Stored data:
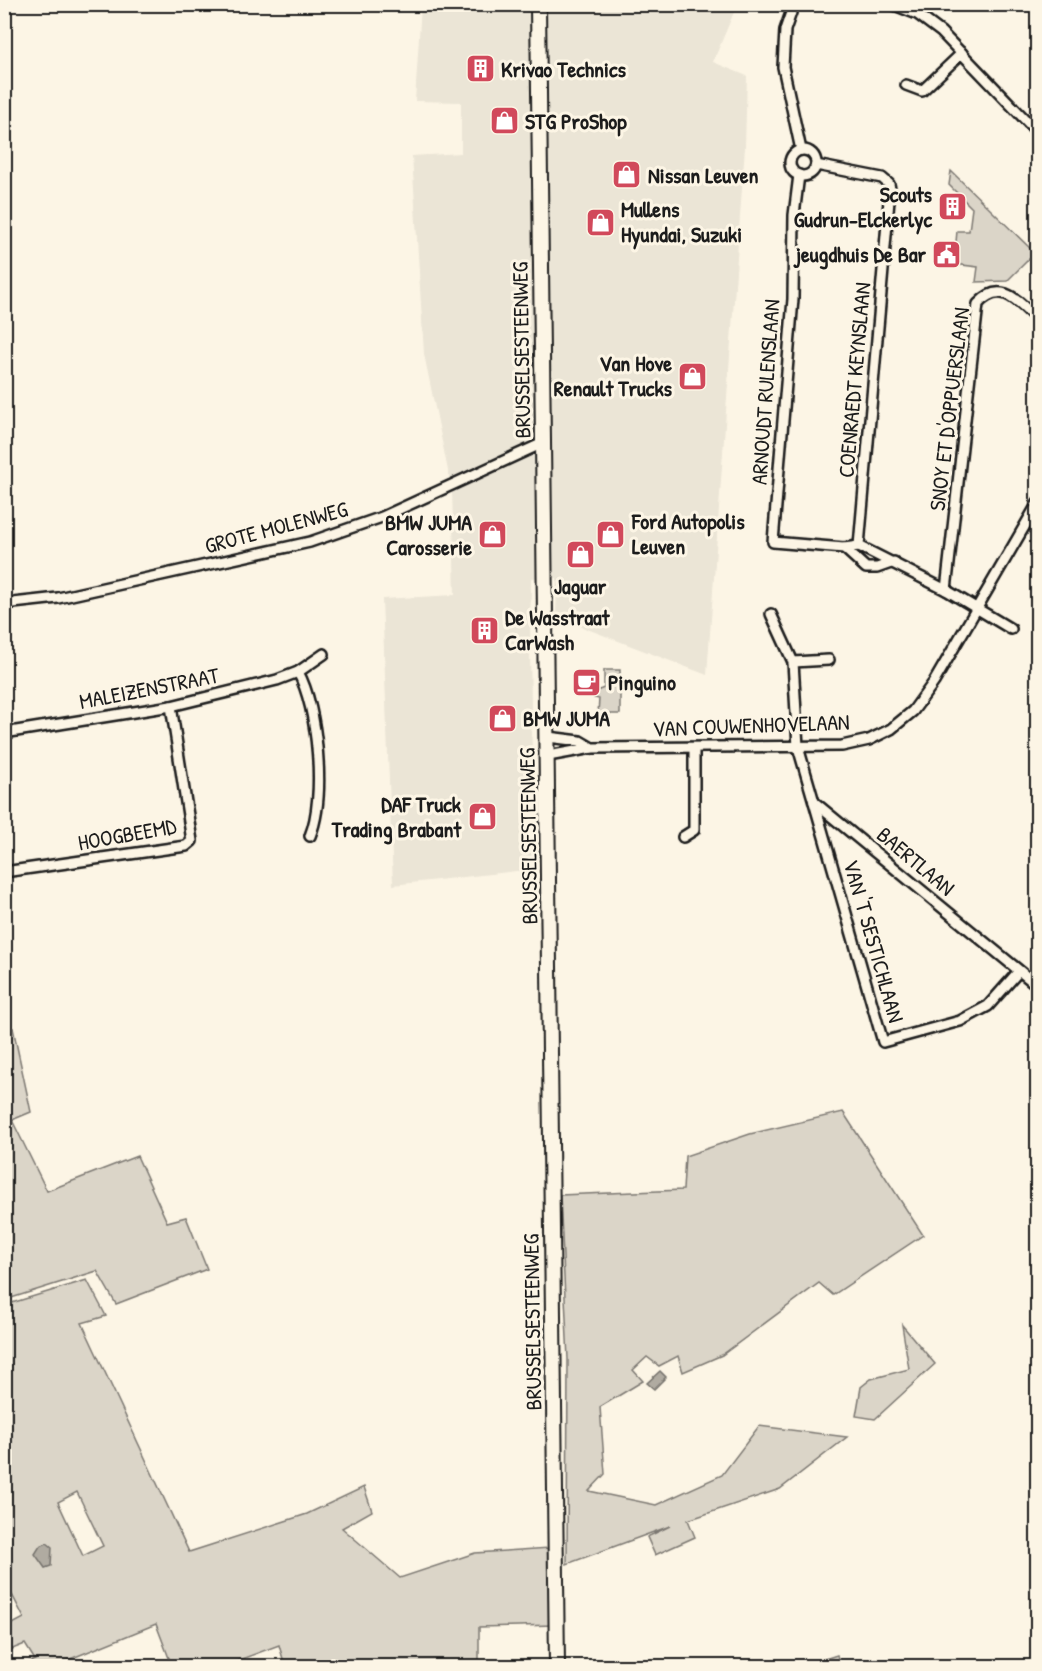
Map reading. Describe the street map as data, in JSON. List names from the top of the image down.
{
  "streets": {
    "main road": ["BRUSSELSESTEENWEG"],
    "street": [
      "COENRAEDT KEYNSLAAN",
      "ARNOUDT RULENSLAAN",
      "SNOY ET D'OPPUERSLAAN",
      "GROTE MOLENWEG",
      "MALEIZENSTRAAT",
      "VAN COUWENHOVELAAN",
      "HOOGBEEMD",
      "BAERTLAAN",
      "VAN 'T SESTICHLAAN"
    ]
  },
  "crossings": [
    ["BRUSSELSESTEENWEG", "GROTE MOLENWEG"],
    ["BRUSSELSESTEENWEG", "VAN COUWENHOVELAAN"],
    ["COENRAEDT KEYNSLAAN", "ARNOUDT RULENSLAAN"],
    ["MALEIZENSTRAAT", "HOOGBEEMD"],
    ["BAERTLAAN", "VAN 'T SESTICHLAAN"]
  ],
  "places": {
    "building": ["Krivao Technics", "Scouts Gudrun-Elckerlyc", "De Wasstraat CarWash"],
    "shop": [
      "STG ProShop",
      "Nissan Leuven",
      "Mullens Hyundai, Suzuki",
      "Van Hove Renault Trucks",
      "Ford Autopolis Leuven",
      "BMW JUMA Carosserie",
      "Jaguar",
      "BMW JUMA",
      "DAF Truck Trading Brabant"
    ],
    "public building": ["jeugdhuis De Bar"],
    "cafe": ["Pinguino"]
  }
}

PROMPT
Every entry above should be printed again exactly, except for the pictures.

EXERCISE ANSWER
Map reading. Describe the street map as data, in JSON. List names from the top of the image down.
{
  "streets": {
    "main road": ["BRUSSELSESTEENWEG"],
    "street": [
      "COENRAEDT KEYNSLAAN",
      "ARNOUDT RULENSLAAN",
      "SNOY ET D'OPPUERSLAAN",
      "GROTE MOLENWEG",
      "MALEIZENSTRAAT",
      "VAN COUWENHOVELAAN",
      "HOOGBEEMD",
      "BAERTLAAN",
      "VAN 'T SESTICHLAAN"
    ]
  },
  "crossings": [
    ["BRUSSELSESTEENWEG", "GROTE MOLENWEG"],
    ["BRUSSELSESTEENWEG", "VAN COUWENHOVELAAN"],
    ["COENRAEDT KEYNSLAAN", "ARNOUDT RULENSLAAN"],
    ["MALEIZENSTRAAT", "HOOGBEEMD"],
    ["BAERTLAAN", "VAN 'T SESTICHLAAN"]
  ],
  "places": {
    "building": ["Krivao Technics", "Scouts Gudrun-Elckerlyc", "De Wasstraat CarWash"],
    "shop": [
      "STG ProShop",
      "Nissan Leuven",
      "Mullens Hyundai, Suzuki",
      "Van Hove Renault Trucks",
      "Ford Autopolis Leuven",
      "BMW JUMA Carosserie",
      "Jaguar",
      "BMW JUMA",
      "DAF Truck Trading Brabant"
    ],
    "public building": ["jeugdhuis De Bar"],
    "cafe": ["Pinguino"]
  }
}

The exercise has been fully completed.